×
Community Blog Friday Q&A - Week 2 - Could Alibaba Cloud Survive A Nuclear War?

Friday Q&A - Week 2 - Could Alibaba Cloud Survive A Nuclear War?

Why is disaster-tolerant architecture so important? Let's take a look, using a nuclear attack as our hypothetical scenario!

By Jeremy Pedersen

Welcome back for week 2 of our Alibaba Cloud Q&A blog series.

This week, I'm going to address just one question, because it's a big one!

Q: Could Alibaba Cloud survive a nuclear war?

nuclear_blast

I'm paraphrasing a bit here, but I really did have a customer ask me if Alibaba Cloud was "nuclear proof".

Let's roll up our sleeves and tackle this one step-by-step.

What do we mean by nuclear war?

Let's start by ruling out a global nuclear conflict between the major world powers, because that is a literal armageddon from which no living thing is safe. Friends, the world is ending: do you really care if your servers are still up?

Instead, let's use an imaginary terrorist attack as our scenario. Somehow, a terrorist group has built a nuclear weapon. One of two things could happen:

  1. A successful nuclear detonation
  2. A nuclear "fizzle"

In the first scenario, we will assume a terrorist organization has successfully detonated a real, functional nuclear weapon. In the second, we will assume that the detonation was only partially successful (a fizzle) in nuclear bomb parlance) or that the weapon was a "dirty bomb", a conventional bomb intended to spread nuclear material over a wide area, forcing an evacuation and cleanup of the resulting fallout, but not necessarily a nuclear explosion.

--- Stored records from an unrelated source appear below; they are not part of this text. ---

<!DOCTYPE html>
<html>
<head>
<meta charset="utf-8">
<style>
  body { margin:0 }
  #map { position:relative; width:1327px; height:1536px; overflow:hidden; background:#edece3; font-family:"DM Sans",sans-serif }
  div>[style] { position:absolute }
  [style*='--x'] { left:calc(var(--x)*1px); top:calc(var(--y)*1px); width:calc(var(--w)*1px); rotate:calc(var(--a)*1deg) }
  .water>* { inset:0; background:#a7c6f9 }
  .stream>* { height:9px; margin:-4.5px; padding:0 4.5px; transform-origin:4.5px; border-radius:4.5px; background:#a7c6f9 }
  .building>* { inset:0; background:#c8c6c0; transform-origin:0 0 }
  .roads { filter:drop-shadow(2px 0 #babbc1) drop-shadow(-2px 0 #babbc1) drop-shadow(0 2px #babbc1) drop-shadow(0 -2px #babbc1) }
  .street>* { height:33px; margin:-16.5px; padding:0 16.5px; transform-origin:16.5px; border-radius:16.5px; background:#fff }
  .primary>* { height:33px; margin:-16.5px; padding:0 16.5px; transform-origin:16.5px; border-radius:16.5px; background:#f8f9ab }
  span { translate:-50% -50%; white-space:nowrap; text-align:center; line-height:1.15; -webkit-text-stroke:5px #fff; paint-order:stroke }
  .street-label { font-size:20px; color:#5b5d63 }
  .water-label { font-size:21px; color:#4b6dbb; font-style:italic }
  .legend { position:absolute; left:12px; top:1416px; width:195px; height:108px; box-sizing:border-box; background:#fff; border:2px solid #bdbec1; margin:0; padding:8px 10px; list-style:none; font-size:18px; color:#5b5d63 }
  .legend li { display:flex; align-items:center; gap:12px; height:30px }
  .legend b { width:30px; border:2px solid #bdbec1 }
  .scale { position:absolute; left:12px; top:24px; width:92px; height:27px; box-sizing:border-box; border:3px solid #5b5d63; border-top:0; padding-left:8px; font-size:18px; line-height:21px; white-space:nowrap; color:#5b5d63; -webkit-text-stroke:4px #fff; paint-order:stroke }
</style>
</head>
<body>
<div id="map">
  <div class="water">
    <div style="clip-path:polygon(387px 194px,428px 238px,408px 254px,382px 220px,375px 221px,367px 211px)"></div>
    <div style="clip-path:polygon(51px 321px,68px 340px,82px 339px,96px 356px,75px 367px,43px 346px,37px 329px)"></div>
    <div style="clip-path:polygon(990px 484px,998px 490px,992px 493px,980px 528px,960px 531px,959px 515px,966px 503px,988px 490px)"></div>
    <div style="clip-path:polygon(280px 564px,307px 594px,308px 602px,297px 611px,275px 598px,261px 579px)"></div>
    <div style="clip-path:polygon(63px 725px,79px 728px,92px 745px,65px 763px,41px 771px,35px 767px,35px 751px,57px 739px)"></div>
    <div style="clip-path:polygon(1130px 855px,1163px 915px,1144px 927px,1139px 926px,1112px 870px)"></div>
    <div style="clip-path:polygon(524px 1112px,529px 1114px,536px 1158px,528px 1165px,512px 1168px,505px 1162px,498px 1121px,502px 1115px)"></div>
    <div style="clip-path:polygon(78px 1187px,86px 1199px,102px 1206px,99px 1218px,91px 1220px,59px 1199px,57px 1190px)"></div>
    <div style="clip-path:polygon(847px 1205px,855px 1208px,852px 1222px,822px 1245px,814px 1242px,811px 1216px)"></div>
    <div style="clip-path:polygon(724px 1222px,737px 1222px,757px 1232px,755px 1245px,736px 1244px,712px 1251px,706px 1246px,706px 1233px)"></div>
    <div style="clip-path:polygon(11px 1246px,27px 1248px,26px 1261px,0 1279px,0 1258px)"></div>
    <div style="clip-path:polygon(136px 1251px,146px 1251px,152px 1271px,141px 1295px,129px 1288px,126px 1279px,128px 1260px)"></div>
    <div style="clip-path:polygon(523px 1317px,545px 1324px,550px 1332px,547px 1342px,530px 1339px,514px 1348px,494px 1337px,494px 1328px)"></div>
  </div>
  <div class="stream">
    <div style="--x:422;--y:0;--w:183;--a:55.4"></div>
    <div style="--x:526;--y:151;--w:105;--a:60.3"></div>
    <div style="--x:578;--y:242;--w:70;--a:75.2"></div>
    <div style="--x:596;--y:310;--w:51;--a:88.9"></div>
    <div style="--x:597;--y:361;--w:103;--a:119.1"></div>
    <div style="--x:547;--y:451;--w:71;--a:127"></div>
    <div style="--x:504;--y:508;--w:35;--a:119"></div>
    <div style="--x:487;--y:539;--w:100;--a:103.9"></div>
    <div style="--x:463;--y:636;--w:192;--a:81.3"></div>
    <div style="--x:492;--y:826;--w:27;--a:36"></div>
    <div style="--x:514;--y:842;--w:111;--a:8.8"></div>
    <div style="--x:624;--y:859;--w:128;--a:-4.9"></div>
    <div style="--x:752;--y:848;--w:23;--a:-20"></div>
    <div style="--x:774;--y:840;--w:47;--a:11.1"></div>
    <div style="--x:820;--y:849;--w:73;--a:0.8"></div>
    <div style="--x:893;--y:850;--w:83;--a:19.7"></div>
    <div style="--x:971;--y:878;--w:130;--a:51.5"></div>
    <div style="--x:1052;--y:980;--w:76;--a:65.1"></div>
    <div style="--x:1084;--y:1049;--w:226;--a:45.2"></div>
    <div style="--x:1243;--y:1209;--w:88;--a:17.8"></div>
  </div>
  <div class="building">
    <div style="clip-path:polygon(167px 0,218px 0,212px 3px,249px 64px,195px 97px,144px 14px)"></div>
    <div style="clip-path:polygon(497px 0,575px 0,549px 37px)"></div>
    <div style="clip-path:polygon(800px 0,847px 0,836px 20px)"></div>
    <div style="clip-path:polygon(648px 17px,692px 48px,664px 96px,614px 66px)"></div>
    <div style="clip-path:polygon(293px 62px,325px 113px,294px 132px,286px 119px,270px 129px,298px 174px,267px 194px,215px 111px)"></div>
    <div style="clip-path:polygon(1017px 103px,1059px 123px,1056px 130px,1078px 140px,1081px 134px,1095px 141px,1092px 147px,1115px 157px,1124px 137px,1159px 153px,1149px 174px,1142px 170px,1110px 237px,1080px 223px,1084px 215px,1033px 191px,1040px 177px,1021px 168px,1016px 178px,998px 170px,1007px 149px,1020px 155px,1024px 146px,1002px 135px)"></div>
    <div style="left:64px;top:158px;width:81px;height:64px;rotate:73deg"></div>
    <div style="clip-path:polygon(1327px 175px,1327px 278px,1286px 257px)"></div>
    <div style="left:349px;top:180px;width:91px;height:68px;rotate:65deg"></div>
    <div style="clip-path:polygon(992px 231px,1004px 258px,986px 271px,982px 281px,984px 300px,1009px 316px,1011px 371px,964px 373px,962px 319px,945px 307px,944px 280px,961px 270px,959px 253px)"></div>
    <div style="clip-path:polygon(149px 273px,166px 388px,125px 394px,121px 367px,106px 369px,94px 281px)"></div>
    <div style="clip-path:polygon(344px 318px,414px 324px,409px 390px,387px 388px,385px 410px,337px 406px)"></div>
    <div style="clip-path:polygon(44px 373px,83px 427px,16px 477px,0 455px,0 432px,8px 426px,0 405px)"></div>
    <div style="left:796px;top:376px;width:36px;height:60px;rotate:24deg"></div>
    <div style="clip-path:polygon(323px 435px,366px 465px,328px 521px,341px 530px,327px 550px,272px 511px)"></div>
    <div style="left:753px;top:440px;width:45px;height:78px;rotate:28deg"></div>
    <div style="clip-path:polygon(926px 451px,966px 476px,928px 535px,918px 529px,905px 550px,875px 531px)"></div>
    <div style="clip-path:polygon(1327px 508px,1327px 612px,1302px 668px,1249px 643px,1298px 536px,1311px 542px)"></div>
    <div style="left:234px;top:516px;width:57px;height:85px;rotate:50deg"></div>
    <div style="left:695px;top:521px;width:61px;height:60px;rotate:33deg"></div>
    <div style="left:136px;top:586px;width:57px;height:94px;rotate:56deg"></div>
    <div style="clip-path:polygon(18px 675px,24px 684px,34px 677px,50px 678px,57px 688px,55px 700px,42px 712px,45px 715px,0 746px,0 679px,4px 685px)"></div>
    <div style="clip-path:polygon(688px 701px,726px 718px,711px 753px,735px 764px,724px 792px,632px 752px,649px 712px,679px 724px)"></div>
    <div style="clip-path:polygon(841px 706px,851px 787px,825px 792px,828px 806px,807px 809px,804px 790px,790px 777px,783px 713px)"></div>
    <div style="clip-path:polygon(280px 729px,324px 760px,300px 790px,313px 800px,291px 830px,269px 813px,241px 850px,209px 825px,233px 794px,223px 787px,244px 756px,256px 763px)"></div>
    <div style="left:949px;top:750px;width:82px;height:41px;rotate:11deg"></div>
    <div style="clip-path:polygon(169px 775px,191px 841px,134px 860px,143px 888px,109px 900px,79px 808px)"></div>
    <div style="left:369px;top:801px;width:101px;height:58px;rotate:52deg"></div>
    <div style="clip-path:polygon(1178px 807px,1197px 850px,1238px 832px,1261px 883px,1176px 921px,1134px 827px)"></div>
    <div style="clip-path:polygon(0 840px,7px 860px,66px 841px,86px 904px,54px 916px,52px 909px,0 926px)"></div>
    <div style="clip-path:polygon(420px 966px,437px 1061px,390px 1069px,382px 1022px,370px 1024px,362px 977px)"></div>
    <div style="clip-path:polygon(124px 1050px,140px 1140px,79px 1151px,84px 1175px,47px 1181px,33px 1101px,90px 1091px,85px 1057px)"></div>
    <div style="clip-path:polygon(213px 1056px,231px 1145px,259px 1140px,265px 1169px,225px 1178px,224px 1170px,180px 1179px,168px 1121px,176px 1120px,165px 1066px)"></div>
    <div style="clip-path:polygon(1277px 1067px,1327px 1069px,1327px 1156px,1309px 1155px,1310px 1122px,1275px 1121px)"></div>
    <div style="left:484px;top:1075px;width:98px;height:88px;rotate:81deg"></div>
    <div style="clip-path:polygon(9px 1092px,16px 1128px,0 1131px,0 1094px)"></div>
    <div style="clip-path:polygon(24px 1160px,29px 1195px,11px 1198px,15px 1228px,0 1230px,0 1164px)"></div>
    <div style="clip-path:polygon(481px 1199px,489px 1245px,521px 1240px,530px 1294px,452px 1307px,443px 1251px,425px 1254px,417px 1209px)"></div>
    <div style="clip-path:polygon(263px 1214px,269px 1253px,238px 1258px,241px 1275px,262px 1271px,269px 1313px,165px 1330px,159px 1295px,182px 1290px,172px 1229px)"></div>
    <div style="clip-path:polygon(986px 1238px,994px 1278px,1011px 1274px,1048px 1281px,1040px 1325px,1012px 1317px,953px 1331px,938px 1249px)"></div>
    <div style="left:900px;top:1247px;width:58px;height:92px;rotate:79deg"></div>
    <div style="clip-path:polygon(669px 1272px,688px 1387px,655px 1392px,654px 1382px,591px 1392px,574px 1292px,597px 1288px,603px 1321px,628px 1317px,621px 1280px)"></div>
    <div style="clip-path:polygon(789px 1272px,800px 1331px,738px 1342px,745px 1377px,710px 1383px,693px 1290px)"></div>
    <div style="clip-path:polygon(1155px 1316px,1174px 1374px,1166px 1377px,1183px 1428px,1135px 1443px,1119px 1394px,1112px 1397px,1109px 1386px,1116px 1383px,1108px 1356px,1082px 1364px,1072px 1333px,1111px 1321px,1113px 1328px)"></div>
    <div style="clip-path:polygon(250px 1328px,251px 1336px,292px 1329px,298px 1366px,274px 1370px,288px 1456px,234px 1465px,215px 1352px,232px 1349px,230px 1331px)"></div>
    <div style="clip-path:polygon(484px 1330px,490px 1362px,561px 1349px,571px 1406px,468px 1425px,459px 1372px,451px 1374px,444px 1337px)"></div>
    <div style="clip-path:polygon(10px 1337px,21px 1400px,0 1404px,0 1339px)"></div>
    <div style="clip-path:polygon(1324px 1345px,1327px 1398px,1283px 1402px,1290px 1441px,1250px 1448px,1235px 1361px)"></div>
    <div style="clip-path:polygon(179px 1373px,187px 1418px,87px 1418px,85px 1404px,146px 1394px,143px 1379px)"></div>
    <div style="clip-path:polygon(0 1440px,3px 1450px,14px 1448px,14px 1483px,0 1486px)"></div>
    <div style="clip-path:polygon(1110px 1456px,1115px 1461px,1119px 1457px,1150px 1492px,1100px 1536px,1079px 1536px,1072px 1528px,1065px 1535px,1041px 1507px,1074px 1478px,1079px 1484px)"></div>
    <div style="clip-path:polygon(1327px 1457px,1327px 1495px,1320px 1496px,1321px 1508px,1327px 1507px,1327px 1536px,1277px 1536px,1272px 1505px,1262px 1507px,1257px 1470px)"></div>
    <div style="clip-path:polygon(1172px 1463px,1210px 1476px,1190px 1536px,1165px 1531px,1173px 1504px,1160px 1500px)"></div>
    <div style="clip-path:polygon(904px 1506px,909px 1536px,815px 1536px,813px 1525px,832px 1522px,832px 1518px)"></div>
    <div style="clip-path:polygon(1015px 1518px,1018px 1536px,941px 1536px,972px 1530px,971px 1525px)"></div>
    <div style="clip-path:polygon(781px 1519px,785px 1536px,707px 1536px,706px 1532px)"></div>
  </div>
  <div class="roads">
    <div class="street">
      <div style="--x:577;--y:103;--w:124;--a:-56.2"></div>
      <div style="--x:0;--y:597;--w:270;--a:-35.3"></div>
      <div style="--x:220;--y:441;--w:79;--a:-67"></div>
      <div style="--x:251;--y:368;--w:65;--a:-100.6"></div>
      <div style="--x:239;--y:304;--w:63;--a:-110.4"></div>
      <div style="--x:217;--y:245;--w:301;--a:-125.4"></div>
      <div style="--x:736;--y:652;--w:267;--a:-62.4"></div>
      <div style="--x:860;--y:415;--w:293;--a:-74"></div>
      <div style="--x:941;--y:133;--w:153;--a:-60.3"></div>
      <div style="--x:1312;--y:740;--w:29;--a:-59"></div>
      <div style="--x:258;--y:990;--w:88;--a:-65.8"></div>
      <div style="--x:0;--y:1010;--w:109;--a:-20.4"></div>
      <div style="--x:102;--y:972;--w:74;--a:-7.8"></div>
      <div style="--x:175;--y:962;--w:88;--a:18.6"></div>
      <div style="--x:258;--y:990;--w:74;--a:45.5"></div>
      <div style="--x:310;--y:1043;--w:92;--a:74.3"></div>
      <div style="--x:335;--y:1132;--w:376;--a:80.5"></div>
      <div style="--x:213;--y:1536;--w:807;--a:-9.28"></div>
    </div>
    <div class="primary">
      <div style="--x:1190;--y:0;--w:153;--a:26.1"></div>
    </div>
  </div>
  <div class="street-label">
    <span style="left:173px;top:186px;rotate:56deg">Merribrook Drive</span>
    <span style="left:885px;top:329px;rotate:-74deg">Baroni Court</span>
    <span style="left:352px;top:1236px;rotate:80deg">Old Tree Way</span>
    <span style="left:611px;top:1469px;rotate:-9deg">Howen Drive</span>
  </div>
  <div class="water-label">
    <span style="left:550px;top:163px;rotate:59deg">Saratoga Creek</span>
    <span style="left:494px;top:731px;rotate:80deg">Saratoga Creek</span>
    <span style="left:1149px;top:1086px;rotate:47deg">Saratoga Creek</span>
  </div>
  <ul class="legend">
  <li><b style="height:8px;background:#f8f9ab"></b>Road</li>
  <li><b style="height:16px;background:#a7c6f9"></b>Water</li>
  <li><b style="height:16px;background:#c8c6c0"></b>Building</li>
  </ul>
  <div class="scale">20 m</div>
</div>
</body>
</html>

What do we mean by survive?

As with any task in systems architecture or design, we need to decide what it means to succeed, and what metrics we should use to measure success.

Let's look at two metrics:

  • Survival of systems (i.e. systems continue to operate and serve users)
  • Survival of data (user data is preserved)

For each of these metrics, we will define 3 failure states:

  • Total (all data is lost, and/or our system is in an unrecoverable state)
  • Partial (some data is lost, and/or our system suffers some downtime)
  • None (no data is lost, and/or our system suffers no downtime)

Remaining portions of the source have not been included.